Saved entries
※ ※ ※

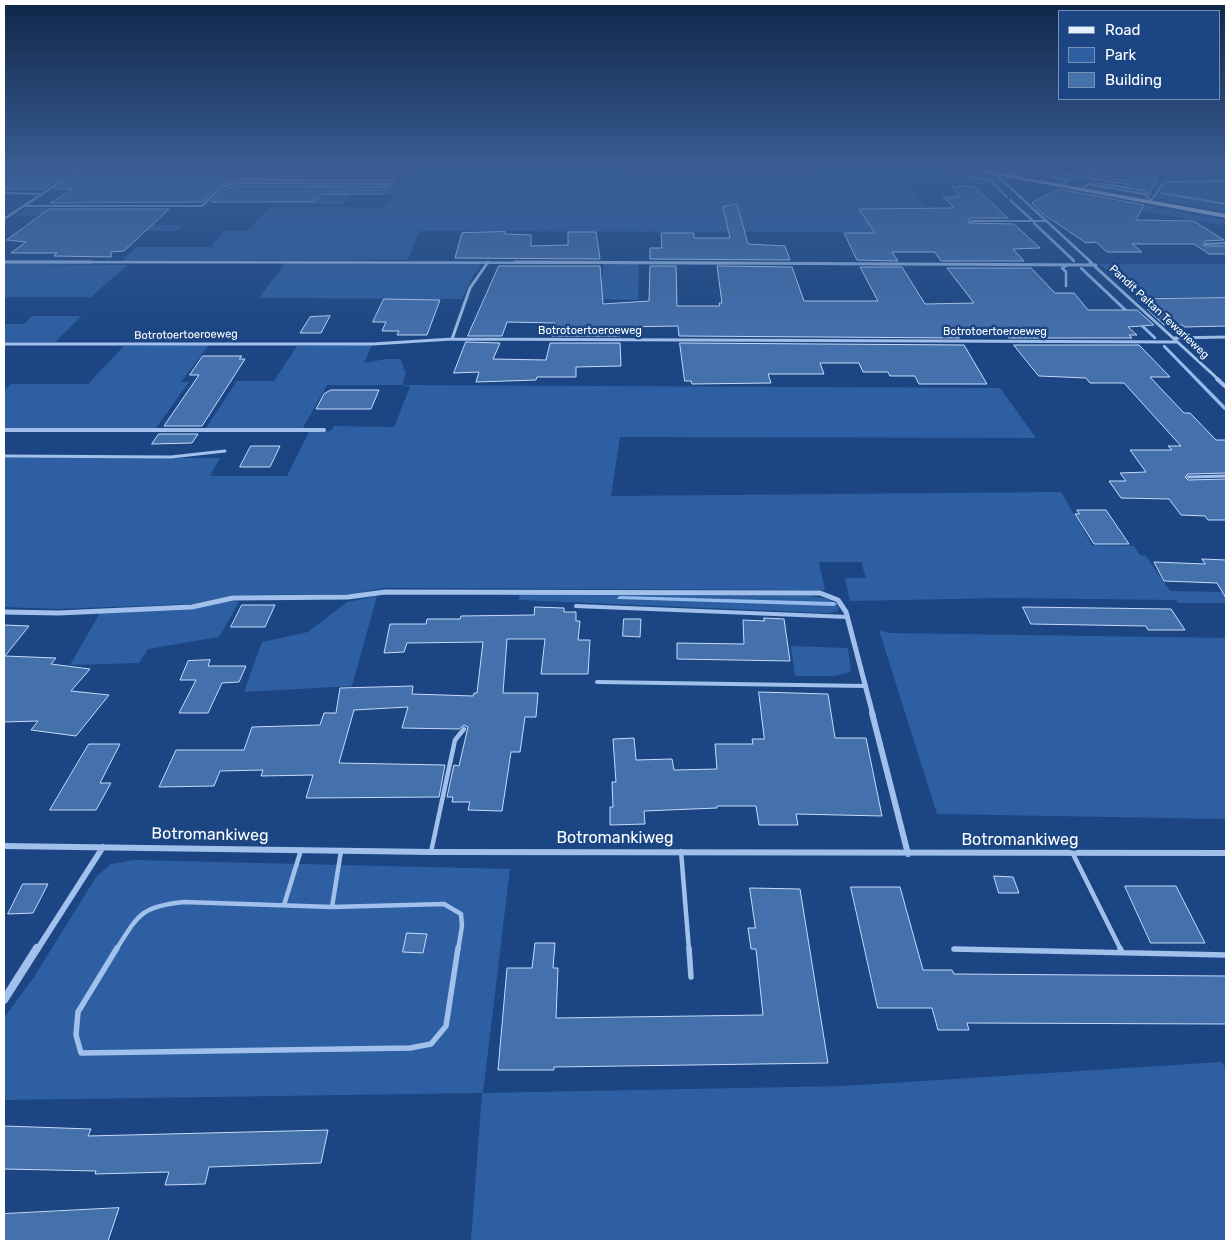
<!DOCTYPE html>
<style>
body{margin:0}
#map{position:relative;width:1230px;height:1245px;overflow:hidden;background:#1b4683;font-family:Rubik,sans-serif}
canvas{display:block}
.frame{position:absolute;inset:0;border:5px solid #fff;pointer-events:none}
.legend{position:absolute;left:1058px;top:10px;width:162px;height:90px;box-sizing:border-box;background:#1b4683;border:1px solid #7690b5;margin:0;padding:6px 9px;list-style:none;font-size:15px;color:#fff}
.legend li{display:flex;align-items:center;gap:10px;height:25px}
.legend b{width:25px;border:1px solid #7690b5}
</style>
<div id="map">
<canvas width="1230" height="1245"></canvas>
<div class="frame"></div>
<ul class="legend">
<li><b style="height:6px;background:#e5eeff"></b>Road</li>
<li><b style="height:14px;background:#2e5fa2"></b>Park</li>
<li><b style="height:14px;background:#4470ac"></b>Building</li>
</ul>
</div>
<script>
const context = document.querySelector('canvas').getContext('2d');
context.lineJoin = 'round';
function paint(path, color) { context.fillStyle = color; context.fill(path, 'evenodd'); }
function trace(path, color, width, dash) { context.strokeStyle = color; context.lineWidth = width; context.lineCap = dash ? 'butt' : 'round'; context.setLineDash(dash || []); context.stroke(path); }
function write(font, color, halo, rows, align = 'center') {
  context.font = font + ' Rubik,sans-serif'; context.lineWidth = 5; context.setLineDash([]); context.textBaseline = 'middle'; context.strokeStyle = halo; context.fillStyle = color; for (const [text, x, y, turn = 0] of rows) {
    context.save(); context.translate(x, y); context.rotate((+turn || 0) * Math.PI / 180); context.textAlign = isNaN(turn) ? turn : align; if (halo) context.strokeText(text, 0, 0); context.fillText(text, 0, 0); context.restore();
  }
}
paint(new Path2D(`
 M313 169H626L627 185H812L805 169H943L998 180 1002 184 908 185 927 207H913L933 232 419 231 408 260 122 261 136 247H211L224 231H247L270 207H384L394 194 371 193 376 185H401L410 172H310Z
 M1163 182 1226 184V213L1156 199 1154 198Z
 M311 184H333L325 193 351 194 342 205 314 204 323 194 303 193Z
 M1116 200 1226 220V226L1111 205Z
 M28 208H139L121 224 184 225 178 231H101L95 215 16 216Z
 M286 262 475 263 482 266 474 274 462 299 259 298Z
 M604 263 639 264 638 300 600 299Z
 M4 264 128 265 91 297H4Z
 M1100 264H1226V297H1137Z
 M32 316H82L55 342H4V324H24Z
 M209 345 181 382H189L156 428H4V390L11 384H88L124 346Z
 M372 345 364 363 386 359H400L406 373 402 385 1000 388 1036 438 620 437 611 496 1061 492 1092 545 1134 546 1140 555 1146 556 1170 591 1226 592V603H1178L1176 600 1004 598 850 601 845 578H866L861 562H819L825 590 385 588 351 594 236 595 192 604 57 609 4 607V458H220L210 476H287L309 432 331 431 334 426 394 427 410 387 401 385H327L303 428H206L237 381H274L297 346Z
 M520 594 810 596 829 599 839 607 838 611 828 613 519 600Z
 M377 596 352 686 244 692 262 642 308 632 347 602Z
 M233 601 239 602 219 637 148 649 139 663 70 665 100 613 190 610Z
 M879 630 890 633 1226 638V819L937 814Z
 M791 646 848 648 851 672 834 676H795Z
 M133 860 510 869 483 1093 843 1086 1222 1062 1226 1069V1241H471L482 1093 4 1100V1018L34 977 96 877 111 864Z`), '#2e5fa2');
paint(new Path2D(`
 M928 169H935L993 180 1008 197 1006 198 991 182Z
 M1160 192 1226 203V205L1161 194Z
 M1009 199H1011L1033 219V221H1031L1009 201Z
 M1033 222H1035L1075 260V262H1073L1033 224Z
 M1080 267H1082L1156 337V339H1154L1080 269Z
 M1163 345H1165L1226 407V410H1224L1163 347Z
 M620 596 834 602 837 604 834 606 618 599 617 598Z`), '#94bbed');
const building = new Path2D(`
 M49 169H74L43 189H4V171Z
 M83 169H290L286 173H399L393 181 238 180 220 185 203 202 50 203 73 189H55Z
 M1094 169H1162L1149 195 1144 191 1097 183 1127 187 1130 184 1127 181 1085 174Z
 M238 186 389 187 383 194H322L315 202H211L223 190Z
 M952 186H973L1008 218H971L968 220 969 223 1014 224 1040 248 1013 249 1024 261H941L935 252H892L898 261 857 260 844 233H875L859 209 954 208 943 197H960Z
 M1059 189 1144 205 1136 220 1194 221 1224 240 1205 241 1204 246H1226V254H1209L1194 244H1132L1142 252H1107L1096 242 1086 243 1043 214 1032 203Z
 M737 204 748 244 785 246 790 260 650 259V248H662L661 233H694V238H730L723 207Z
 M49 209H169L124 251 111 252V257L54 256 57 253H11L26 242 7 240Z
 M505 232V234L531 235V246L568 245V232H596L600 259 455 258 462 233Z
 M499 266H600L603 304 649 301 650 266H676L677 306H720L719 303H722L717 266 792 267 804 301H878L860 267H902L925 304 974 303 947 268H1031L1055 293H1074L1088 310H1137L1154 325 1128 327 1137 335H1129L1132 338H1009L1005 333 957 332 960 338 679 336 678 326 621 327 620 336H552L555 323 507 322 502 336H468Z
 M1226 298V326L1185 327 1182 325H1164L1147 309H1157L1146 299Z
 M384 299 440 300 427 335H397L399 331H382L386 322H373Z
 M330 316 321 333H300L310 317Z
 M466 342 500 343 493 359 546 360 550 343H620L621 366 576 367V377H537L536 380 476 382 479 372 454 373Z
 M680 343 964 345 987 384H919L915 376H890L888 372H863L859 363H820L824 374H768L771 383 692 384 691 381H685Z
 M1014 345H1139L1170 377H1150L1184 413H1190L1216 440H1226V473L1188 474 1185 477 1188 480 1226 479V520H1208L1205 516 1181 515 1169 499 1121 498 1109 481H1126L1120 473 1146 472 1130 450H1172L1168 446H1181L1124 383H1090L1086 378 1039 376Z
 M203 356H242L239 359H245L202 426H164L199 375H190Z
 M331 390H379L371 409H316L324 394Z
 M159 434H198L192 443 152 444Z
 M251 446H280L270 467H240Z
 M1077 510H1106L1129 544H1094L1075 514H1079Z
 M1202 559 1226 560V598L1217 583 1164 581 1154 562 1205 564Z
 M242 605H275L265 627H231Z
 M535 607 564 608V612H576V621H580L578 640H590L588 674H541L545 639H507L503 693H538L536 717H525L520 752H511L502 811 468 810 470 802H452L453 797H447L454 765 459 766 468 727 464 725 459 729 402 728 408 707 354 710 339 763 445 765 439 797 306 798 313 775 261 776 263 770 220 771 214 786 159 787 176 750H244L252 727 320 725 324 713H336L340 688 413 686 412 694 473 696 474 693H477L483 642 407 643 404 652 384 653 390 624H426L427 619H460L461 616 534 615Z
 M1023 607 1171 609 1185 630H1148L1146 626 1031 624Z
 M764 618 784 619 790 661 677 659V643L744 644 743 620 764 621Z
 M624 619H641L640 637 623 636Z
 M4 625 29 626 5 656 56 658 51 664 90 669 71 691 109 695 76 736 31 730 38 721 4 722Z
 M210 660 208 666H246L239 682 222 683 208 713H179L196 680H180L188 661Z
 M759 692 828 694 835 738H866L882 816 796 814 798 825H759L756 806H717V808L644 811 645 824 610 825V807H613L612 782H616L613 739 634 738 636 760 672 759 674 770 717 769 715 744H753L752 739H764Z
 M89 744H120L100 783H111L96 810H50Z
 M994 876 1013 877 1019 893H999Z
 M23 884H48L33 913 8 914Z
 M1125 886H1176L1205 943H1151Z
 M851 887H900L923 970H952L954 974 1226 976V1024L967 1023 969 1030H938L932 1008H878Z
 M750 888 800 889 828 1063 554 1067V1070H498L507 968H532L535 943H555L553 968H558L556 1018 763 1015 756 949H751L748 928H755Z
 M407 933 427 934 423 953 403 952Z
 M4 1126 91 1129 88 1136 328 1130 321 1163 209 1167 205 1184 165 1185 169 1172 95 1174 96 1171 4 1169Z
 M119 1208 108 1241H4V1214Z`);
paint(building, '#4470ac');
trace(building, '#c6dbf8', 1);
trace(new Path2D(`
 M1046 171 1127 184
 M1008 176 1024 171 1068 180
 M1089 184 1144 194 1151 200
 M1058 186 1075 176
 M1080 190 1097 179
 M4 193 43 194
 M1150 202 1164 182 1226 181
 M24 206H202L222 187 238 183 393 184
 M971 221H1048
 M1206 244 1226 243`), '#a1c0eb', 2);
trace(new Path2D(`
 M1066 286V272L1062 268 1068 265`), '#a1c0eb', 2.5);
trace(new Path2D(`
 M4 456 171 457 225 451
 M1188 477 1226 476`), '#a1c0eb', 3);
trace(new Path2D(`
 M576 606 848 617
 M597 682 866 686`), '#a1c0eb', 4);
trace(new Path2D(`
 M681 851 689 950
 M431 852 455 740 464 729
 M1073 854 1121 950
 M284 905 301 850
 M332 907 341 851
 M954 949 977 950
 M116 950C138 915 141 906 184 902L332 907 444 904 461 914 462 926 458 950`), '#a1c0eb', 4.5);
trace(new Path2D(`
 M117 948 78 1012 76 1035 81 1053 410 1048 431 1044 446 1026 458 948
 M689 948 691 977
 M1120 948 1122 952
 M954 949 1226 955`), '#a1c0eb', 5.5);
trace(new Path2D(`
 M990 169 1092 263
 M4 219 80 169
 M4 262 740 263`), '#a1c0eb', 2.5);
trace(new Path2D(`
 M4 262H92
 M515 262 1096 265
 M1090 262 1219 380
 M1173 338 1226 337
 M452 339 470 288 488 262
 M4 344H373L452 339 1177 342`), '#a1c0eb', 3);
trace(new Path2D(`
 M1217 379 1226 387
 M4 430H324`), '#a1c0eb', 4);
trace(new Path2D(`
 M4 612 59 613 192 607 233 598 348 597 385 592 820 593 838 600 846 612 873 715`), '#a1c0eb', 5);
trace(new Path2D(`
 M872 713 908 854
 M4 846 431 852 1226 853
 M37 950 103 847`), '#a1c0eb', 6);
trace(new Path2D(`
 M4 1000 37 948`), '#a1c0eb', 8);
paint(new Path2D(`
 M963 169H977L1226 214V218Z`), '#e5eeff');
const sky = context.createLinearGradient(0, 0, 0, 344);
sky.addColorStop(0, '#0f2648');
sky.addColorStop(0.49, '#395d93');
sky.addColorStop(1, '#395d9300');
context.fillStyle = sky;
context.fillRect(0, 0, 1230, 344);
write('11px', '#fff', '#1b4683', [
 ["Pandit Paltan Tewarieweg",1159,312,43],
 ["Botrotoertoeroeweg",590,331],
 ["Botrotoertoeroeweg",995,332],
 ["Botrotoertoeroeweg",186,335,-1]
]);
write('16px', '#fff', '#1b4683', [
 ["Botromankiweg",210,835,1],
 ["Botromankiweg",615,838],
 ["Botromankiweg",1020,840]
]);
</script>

※ ※ ※

TASK TO CARRY OUT: All lines in the records with the string "display" should be copied out.

EXERCISE RESULT:
canvas{display:block}
.legend li{display:flex;align-items:center;gap:10px;height:25px}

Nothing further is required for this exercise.